**What you need to do**
Copy exactly every line below, from the first through the one that contains "position:absolute; translate:-50% -41px;", and skip all pictures.

**Data shown**
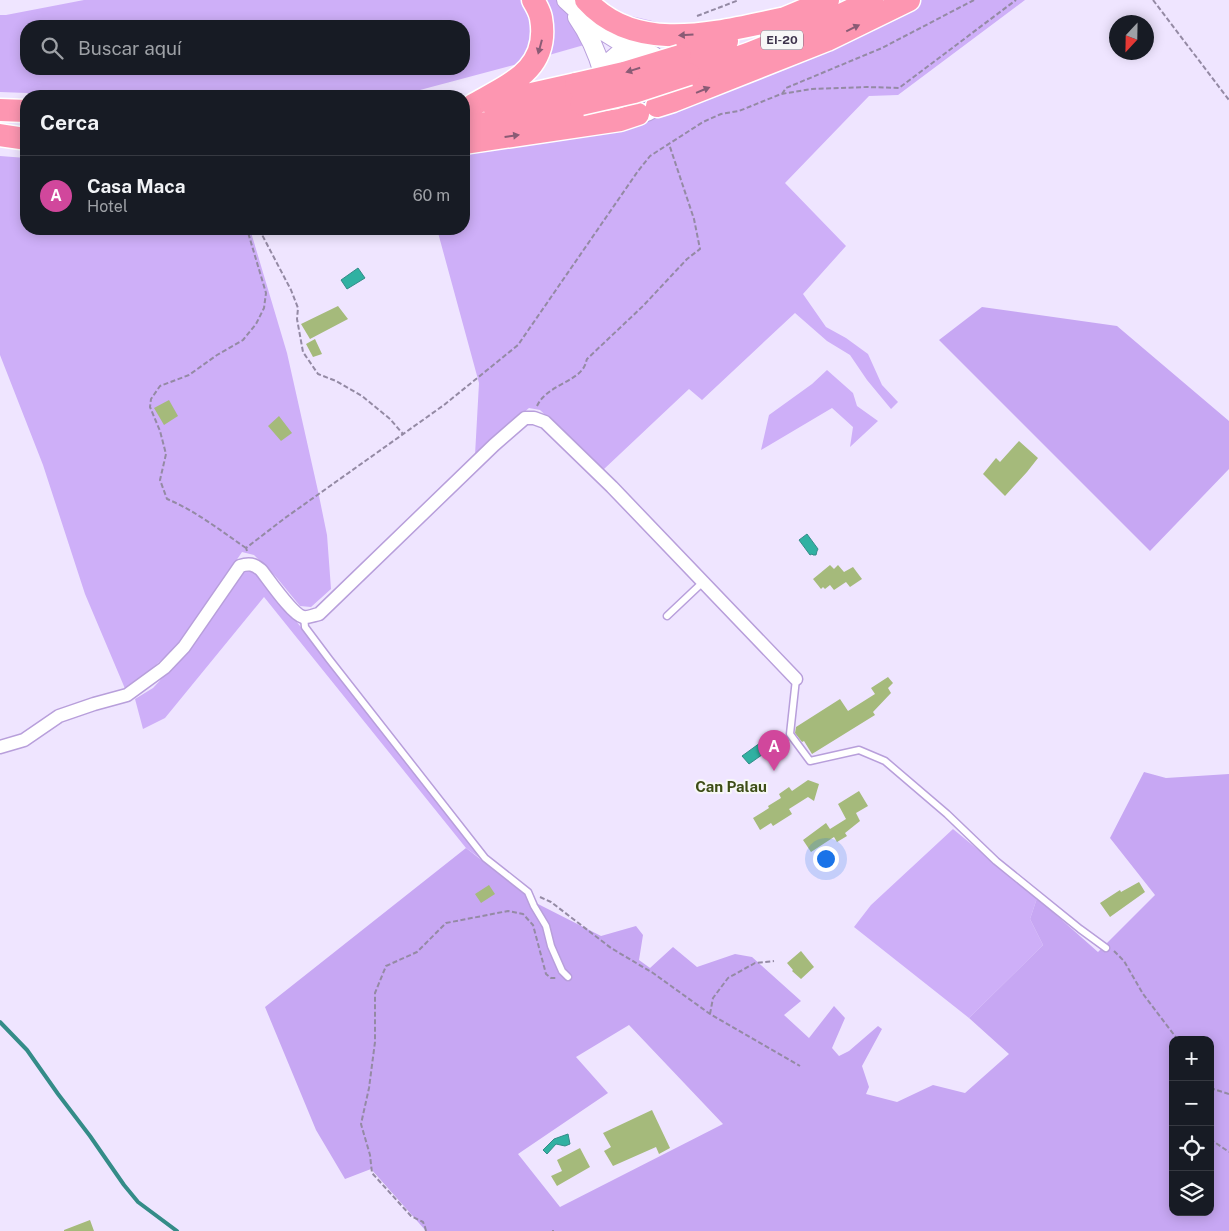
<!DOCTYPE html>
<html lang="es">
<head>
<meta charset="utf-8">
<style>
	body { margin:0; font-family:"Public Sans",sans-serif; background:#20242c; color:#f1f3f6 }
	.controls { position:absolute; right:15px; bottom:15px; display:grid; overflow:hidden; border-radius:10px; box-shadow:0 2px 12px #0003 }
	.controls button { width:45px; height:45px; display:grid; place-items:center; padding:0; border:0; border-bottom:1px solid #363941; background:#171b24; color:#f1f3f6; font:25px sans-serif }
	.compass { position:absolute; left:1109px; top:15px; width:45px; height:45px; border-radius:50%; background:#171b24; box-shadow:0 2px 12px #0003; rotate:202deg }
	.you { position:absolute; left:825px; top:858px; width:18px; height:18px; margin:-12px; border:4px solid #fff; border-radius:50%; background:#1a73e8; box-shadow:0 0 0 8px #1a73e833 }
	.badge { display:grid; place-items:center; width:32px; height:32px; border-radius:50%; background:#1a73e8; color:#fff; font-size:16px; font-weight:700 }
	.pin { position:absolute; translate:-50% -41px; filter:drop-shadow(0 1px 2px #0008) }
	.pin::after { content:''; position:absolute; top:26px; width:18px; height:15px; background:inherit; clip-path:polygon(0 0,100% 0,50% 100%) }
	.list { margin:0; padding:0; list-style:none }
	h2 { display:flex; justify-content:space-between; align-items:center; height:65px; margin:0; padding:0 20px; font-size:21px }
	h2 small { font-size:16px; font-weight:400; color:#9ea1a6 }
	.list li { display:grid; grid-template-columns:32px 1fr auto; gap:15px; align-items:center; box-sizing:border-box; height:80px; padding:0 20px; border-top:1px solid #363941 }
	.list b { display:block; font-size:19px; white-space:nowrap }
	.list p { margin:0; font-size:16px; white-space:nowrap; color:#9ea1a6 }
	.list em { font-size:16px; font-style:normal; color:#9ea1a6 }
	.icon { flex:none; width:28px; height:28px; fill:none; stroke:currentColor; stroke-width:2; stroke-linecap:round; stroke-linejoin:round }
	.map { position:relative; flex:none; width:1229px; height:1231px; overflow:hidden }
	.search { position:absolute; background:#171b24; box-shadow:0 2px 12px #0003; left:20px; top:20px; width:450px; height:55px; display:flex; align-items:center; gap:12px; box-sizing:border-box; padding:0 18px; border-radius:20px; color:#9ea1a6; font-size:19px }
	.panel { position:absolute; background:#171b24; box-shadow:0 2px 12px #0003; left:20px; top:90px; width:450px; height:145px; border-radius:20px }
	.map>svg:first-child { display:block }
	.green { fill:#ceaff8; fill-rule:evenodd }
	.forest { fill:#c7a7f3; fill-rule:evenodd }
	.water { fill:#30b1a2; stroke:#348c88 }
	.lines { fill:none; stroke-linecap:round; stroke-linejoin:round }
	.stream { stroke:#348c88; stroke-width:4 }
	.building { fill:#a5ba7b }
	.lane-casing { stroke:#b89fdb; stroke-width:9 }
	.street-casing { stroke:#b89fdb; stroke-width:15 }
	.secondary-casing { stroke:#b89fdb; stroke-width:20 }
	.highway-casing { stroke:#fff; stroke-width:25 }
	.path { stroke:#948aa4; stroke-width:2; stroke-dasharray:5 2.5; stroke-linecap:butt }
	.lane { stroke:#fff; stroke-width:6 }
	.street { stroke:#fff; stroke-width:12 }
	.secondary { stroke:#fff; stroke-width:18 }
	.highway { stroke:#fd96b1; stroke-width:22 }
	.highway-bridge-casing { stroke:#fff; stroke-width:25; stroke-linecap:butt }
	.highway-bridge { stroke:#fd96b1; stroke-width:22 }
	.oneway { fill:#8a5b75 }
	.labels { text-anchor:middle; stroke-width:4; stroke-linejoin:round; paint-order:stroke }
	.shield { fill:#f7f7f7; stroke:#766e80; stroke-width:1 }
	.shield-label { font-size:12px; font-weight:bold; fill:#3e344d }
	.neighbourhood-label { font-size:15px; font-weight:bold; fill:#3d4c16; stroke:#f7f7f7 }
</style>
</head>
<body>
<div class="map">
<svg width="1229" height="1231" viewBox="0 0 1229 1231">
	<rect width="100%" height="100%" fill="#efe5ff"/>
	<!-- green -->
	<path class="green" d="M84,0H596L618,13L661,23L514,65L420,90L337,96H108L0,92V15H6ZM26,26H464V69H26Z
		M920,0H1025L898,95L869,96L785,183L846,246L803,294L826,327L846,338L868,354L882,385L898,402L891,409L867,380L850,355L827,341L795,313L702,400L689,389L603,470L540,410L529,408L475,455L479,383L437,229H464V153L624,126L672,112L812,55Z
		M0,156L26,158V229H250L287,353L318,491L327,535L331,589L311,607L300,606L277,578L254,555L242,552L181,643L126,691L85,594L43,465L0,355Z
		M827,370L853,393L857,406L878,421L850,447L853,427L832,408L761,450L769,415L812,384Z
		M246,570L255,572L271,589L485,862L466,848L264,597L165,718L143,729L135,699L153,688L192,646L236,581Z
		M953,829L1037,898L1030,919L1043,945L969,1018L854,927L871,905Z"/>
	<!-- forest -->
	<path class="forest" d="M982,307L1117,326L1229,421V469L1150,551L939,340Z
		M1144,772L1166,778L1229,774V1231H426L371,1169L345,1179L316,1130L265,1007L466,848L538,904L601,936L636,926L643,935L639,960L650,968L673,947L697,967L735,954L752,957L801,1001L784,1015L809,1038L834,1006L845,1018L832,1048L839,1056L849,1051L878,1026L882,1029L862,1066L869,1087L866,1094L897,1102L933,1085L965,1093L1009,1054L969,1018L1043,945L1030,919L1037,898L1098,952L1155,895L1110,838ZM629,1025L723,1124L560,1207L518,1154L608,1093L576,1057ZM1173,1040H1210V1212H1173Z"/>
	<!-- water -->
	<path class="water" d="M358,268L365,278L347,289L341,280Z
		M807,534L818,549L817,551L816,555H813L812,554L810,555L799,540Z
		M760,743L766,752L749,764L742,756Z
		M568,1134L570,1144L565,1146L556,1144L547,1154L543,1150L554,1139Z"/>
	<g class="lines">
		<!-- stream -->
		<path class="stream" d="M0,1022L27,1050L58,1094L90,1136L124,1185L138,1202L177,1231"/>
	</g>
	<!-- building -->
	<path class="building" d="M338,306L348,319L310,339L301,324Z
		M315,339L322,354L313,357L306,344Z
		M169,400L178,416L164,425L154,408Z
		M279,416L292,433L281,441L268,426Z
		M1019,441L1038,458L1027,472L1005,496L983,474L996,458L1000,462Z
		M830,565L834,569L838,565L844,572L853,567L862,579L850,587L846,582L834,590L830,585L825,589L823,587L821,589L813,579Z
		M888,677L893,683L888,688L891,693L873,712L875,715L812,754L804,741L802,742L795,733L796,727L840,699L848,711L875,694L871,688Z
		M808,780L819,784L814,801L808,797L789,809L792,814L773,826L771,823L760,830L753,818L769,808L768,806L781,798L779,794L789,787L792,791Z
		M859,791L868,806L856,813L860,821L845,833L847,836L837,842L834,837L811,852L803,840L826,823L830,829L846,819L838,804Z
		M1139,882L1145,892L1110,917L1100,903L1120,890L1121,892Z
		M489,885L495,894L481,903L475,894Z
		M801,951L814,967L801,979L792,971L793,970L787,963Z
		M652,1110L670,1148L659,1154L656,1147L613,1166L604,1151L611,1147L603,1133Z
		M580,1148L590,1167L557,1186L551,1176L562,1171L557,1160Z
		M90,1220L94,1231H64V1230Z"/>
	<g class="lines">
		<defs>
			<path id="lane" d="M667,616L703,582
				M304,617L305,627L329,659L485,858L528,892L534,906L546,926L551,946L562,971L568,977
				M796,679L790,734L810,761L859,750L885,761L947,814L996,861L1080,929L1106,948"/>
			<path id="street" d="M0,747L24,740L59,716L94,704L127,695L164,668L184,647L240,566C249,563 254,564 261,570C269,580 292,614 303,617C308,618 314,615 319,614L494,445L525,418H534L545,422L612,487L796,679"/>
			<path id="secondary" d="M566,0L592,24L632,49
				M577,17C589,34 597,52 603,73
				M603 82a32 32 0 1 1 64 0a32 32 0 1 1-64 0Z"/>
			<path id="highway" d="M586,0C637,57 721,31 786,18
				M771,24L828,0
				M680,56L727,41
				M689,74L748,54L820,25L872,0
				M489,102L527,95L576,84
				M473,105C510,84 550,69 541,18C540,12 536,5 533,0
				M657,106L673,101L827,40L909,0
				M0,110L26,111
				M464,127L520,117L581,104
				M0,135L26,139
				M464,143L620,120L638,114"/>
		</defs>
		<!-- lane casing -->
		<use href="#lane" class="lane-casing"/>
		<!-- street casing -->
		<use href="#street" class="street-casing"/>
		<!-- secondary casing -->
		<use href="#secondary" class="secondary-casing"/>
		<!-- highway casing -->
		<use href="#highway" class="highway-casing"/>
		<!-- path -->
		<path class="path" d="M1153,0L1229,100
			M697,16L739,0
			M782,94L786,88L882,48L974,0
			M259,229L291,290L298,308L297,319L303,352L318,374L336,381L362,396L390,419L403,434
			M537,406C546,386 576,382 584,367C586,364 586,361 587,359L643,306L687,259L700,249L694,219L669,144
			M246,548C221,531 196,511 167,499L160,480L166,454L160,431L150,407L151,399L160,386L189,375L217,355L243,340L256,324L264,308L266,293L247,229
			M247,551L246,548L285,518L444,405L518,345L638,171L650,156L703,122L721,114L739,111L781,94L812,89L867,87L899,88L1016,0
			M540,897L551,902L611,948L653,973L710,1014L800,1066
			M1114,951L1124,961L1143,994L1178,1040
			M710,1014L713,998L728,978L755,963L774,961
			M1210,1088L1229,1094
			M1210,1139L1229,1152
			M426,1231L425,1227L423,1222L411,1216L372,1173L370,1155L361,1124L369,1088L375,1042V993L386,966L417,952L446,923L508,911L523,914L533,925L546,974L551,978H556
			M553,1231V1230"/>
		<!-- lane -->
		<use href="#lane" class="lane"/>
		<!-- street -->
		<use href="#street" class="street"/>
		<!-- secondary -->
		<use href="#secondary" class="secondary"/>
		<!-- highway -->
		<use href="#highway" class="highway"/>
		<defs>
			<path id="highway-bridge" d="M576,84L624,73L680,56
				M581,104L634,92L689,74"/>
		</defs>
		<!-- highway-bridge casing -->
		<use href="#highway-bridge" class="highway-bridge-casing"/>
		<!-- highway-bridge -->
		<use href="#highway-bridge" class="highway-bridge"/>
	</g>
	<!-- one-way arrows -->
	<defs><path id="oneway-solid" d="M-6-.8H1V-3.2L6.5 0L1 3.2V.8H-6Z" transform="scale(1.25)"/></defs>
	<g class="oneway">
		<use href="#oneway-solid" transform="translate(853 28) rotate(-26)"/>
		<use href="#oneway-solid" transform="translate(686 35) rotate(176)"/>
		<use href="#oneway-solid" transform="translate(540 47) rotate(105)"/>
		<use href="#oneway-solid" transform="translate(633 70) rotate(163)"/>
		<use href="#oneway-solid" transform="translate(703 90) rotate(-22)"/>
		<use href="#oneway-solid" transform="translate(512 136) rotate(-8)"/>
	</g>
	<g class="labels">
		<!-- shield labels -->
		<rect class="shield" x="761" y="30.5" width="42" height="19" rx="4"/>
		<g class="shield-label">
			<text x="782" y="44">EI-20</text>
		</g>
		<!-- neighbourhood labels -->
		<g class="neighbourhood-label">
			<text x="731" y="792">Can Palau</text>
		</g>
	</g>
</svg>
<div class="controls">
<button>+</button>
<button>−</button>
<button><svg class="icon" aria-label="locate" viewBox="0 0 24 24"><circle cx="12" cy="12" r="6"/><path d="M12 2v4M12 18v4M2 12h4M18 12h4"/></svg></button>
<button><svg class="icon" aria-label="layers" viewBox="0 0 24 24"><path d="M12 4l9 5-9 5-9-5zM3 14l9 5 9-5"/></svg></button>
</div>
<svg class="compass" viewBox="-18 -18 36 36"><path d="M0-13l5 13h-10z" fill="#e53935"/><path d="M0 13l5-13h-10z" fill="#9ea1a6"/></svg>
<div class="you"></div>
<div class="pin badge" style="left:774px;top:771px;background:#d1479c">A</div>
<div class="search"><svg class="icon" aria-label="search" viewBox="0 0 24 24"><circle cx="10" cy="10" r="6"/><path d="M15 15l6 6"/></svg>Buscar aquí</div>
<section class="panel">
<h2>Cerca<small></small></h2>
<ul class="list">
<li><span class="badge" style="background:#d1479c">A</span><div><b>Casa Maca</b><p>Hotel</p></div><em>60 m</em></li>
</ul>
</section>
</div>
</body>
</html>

**Answer to the exercise**
<!DOCTYPE html>
<html lang="es">
<head>
<meta charset="utf-8">
<style>
	body { margin:0; font-family:"Public Sans",sans-serif; background:#20242c; color:#f1f3f6 }
	.controls { position:absolute; right:15px; bottom:15px; display:grid; overflow:hidden; border-radius:10px; box-shadow:0 2px 12px #0003 }
	.controls button { width:45px; height:45px; display:grid; place-items:center; padding:0; border:0; border-bottom:1px solid #363941; background:#171b24; color:#f1f3f6; font:25px sans-serif }
	.compass { position:absolute; left:1109px; top:15px; width:45px; height:45px; border-radius:50%; background:#171b24; box-shadow:0 2px 12px #0003; rotate:202deg }
	.you { position:absolute; left:825px; top:858px; width:18px; height:18px; margin:-12px; border:4px solid #fff; border-radius:50%; background:#1a73e8; box-shadow:0 0 0 8px #1a73e833 }
	.badge { display:grid; place-items:center; width:32px; height:32px; border-radius:50%; background:#1a73e8; color:#fff; font-size:16px; font-weight:700 }
	.pin { position:absolute; translate:-50% -41px; filter:drop-shadow(0 1px 2px #0008) }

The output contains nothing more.